## Step 2 : Feature Engineering


#### In this step we are goin to Convert date columns to datetime and create time‑based features (Days_to_Expire, Product_Age_Days, Days_Since_Last_Order) for freshness and lifecycle information.

#### Create expiry‑risk flags (Is_Near_Expiry, Is_Expired) to easily identify products in the danger zone.

#### Build stock vs. sales features (Stock_to_Sales_Ratio, Stock_Value, Revenue_per_Unit) to capture overstock and profitability.

#### Add category‑level context (category mean/std stock and z‑scores) so each product is compared to its category peers.

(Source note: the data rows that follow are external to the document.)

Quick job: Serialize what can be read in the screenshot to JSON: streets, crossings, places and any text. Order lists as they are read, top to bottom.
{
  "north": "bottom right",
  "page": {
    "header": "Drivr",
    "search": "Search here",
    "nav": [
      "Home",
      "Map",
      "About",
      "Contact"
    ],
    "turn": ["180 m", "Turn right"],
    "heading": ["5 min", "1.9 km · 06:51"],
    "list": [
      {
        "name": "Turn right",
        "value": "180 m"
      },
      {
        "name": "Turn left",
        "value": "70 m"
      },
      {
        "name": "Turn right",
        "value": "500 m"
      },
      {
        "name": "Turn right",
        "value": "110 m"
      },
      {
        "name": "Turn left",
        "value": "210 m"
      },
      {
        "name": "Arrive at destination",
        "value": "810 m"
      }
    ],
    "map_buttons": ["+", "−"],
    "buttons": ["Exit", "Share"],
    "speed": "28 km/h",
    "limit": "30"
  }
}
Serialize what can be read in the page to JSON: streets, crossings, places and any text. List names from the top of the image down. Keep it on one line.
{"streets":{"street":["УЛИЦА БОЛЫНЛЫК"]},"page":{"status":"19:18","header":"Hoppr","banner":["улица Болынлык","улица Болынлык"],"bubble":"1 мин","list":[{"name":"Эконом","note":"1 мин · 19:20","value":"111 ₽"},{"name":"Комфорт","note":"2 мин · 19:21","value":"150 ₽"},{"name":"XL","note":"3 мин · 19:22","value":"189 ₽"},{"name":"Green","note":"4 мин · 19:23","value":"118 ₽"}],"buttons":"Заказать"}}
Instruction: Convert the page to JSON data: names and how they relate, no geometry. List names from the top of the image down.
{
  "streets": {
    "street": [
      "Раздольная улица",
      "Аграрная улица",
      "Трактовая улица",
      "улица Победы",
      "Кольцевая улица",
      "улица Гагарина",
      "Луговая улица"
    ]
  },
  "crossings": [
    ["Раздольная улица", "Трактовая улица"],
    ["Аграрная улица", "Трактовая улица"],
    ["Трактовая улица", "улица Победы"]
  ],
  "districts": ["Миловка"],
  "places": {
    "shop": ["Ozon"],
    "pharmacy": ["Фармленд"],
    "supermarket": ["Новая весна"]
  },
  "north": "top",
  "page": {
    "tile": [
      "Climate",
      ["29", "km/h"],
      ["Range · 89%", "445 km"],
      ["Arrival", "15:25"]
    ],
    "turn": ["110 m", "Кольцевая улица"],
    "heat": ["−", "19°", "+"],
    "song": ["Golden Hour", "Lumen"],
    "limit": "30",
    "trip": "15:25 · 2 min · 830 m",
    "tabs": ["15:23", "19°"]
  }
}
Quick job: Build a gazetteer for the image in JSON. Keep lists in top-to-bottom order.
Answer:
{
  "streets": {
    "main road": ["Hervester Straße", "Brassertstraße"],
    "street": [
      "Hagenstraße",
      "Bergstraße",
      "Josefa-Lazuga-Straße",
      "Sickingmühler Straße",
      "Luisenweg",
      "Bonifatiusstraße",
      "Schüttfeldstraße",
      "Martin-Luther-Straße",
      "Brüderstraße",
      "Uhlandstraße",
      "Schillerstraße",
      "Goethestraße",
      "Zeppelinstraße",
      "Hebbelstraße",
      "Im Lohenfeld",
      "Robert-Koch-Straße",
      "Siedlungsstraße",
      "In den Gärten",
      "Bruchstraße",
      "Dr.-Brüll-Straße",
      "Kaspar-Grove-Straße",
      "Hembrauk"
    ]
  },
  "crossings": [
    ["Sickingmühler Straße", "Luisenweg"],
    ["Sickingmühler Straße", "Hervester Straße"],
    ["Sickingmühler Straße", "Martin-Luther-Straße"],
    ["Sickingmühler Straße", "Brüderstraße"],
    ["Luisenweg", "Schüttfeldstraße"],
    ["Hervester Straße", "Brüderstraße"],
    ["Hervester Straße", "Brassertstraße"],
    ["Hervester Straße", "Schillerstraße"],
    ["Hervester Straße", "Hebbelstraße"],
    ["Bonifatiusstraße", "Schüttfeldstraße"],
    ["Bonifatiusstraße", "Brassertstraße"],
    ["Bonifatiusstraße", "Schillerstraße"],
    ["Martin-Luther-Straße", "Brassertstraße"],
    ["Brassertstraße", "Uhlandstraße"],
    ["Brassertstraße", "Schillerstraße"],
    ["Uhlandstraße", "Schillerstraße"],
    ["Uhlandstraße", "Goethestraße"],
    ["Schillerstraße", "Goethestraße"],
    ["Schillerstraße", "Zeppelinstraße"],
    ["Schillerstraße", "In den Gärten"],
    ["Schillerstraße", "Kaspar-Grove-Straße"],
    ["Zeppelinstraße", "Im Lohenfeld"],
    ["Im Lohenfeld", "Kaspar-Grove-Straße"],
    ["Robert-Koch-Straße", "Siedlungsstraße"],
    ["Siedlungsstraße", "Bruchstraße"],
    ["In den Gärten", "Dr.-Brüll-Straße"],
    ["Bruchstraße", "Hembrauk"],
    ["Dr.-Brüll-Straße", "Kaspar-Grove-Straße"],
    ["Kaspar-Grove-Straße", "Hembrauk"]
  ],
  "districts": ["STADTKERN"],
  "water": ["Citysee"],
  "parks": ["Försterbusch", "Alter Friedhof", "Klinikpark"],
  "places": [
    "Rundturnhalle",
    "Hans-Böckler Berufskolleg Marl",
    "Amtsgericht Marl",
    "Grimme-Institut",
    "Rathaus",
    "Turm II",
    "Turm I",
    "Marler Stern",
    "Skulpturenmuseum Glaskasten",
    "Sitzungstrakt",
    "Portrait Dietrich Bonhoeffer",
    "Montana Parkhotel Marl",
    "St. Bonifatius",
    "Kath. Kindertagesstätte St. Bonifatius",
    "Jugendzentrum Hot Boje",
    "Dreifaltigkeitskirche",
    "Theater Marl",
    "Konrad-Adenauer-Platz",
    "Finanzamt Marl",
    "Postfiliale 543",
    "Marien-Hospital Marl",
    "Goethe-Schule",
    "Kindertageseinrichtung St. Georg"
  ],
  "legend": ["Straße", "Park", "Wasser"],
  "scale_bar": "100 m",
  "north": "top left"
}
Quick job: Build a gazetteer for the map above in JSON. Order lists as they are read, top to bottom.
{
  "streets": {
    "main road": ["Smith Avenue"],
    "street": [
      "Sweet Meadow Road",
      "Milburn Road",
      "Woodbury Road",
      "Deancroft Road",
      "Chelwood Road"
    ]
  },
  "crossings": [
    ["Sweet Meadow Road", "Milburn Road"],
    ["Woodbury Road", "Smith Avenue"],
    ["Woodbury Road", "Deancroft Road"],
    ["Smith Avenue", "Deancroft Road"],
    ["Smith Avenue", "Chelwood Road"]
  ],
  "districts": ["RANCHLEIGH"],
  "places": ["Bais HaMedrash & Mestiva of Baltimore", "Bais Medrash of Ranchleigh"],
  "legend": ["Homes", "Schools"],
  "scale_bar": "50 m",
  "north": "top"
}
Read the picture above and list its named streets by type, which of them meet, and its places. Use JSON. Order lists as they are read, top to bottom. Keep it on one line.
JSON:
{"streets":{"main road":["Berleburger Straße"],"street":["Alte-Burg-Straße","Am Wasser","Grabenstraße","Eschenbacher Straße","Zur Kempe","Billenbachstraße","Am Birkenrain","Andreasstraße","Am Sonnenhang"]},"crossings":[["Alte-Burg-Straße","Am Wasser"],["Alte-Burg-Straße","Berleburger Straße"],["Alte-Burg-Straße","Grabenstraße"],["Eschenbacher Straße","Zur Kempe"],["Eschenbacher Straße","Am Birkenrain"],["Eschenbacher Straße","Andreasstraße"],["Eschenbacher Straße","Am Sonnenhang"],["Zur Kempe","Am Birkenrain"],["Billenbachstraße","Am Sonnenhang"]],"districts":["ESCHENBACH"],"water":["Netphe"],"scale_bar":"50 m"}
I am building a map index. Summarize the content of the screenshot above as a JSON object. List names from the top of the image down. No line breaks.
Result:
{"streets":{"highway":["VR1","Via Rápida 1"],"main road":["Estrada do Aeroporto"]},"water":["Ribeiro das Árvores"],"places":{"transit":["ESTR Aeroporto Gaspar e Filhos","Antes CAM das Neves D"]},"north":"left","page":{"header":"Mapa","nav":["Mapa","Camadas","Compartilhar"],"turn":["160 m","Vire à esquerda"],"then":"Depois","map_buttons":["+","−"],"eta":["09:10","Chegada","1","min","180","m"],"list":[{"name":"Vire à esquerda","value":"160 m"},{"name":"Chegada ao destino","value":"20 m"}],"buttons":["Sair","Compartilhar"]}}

#### Define a High_Risk label (combining perishability, expiry, turnover, and overstock) that can be used later for a classification model and manager alerts.

In [44]:
import pandas as pd
from datetime import datetime

# Load cleaned data
df = pd.read_csv("grocery_inventory_cleaned.csv")

In [47]:
# parse dates


date_cols = ["Date_Received", "Expiration_Date", "Last_Order_Date"]
for col in date_cols:
    df[col] = pd.to_datetime(df[col], errors="coerce")

In [48]:
# Choose a reference date

reference_date = df["Date_Received"].max()


# Time‑based features

df["Days_to_Expire"] = (df["Expiration_Date"] - reference_date).dt.days
df["Product_Age_Days"] = (reference_date - df["Date_Received"]).dt.days
df["Days_Since_Last_Order"] = (reference_date - df["Last_Order_Date"]).dt.days

# Clean extreme values
df["Days_to_Expire"] = df["Days_to_Expire"].clip(lower=-30, upper=365)
df["Product_Age_Days"] = df["Product_Age_Days"].clip(lower=0, upper=365)
df["Days_Since_Last_Order"] = df["Days_Since_Last_Order"].clip(lower=0, upper=365)

df[["Days_to_Expire", "Product_Age_Days", "Days_Since_Last_Order"]].describe()

Unnamed: 0,Days_to_Expire,Product_Age_Days,Days_Since_Last_Order
count,989.0,989.0,989.0
mean,-28.776542,185.0273,182.287159
std,4.756799,104.767538,107.040045
min,-30.0,0.0,0.0
25%,-30.0,93.0,87.0
50%,-30.0,189.0,188.0
75%,-30.0,273.0,271.0
max,0.0,365.0,365.0


In [49]:
# checking if it worked with extreme values. 


# If the counts are 0 → no extreme values remain 
# If counts > 0 → check for errors 

def clipping_report(series, lower, upper):

    below = (series < lower).sum()
    above = (series > upper).sum()
    total = len(series)
    print(f"{series.name}: {below} below {lower}, {above} above {upper}, out of {total} rows")

clipping_report(df["Days_to_Expire"], -30, 365)
clipping_report(df["Product_Age_Days"], 0, 365)
clipping_report(df["Days_Since_Last_Order"], 0, 365)


Days_to_Expire: 0 below -30, 0 above 365, out of 989 rows
Product_Age_Days: 0 below 0, 0 above 365, out of 989 rows
Days_Since_Last_Order: 0 below 0, 0 above 365, out of 989 rows


In [50]:
# Expiry risk flag


df["Is_Near_Expiry"] = (df["Days_to_Expire"] <= 7).astype(int)
df["Is_Expired"] = (df["Days_to_Expire"] < 0).astype(int)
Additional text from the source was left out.